**TASK REQUIREMENTS:**
What lines of the data below hold "read"? Show them.

**Items from a dataset:**
********

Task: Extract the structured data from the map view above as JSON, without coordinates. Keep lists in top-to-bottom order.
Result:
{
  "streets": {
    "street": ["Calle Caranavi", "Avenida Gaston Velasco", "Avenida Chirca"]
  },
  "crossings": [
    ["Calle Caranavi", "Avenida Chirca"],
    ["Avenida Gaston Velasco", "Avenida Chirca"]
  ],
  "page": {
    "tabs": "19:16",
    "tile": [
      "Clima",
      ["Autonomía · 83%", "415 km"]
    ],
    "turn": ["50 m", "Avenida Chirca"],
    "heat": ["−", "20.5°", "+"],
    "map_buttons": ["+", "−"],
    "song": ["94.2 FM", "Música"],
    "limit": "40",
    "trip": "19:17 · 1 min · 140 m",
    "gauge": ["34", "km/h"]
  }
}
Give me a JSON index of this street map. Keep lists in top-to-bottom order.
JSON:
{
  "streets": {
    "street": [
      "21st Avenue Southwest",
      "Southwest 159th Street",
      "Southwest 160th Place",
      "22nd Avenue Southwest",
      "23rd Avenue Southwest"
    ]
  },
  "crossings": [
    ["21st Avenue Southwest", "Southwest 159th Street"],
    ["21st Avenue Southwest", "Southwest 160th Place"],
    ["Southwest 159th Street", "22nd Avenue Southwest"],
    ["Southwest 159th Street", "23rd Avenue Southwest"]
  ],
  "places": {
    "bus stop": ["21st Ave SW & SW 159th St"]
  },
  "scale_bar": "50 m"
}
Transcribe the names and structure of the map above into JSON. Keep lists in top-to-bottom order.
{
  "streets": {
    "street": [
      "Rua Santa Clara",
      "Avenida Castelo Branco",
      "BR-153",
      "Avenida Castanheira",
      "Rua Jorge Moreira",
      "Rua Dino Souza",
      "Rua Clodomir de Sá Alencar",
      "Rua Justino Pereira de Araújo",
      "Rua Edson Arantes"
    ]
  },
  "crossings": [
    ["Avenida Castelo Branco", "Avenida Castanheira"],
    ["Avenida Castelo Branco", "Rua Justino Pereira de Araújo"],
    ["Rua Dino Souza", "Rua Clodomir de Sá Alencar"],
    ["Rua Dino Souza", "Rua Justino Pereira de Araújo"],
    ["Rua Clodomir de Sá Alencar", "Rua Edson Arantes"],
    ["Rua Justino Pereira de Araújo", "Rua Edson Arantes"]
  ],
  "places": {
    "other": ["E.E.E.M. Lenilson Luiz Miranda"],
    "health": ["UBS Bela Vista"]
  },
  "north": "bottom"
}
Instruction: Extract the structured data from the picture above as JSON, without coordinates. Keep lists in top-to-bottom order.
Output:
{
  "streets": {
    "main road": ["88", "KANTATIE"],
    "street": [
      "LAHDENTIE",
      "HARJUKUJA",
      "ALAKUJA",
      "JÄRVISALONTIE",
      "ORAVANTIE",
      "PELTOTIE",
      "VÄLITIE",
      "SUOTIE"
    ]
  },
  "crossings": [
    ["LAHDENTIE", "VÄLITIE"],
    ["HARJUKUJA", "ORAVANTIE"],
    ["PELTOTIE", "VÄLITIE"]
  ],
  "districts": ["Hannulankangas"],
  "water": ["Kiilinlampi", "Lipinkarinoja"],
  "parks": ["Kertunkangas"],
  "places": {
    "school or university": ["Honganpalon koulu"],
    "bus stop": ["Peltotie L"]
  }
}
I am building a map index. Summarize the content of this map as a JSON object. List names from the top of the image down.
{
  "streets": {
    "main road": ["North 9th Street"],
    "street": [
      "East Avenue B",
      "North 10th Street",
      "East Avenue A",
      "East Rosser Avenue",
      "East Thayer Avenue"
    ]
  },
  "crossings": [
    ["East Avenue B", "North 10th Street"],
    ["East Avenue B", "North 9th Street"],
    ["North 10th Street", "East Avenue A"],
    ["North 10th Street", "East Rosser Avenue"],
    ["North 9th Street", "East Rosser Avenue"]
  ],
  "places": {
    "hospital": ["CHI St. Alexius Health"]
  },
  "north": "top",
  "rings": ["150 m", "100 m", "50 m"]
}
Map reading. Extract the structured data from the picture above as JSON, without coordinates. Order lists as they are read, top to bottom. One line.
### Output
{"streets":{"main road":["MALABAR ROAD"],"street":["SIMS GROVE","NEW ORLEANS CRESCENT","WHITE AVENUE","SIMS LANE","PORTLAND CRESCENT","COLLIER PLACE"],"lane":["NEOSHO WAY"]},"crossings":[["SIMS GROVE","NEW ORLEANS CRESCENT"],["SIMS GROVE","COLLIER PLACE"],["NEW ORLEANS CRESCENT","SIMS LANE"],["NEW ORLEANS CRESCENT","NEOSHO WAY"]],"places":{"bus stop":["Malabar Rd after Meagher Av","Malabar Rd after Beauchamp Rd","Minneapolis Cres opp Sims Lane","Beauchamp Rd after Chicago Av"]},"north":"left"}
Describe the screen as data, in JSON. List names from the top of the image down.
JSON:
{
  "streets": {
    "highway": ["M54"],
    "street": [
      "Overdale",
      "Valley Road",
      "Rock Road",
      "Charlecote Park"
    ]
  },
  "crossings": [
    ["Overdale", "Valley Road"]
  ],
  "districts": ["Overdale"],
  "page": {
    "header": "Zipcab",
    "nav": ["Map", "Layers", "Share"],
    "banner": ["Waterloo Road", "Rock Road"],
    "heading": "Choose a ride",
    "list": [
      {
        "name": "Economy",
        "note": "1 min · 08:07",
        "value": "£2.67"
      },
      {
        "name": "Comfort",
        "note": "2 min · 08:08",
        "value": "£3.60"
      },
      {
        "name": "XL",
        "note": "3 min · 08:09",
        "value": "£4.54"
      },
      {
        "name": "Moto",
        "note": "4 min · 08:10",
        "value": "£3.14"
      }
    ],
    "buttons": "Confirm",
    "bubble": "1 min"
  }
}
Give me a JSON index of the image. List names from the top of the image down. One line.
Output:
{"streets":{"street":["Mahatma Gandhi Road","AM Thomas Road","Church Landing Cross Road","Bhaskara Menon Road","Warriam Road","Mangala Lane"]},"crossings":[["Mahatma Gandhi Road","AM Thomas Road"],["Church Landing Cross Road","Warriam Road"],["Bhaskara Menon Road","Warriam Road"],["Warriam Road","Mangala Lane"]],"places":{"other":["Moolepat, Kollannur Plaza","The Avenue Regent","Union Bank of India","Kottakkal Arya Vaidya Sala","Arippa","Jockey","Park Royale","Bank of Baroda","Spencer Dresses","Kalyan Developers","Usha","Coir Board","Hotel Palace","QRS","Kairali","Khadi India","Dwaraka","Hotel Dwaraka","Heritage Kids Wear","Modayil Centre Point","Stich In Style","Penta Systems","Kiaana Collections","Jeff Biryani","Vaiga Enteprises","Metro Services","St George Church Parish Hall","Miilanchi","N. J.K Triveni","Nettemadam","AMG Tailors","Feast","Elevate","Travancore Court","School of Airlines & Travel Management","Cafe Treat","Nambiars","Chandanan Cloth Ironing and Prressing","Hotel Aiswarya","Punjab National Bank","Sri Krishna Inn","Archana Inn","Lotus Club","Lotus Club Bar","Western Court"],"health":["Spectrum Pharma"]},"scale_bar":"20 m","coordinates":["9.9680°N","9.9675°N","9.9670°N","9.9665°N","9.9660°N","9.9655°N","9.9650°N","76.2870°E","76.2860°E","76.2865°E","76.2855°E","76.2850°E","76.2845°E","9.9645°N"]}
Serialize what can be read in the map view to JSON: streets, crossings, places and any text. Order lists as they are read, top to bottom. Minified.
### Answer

********

**ANSWER TO THIS PROBLEM:**
Map reading. Extract the structured data from the picture above as JSON, without coordinates. Order lists as they are read, top to bottom. One line.
Serialize what can be read in the map view to JSON: streets, crossings, places and any text. Order lists as they are read, top to bottom. Minified.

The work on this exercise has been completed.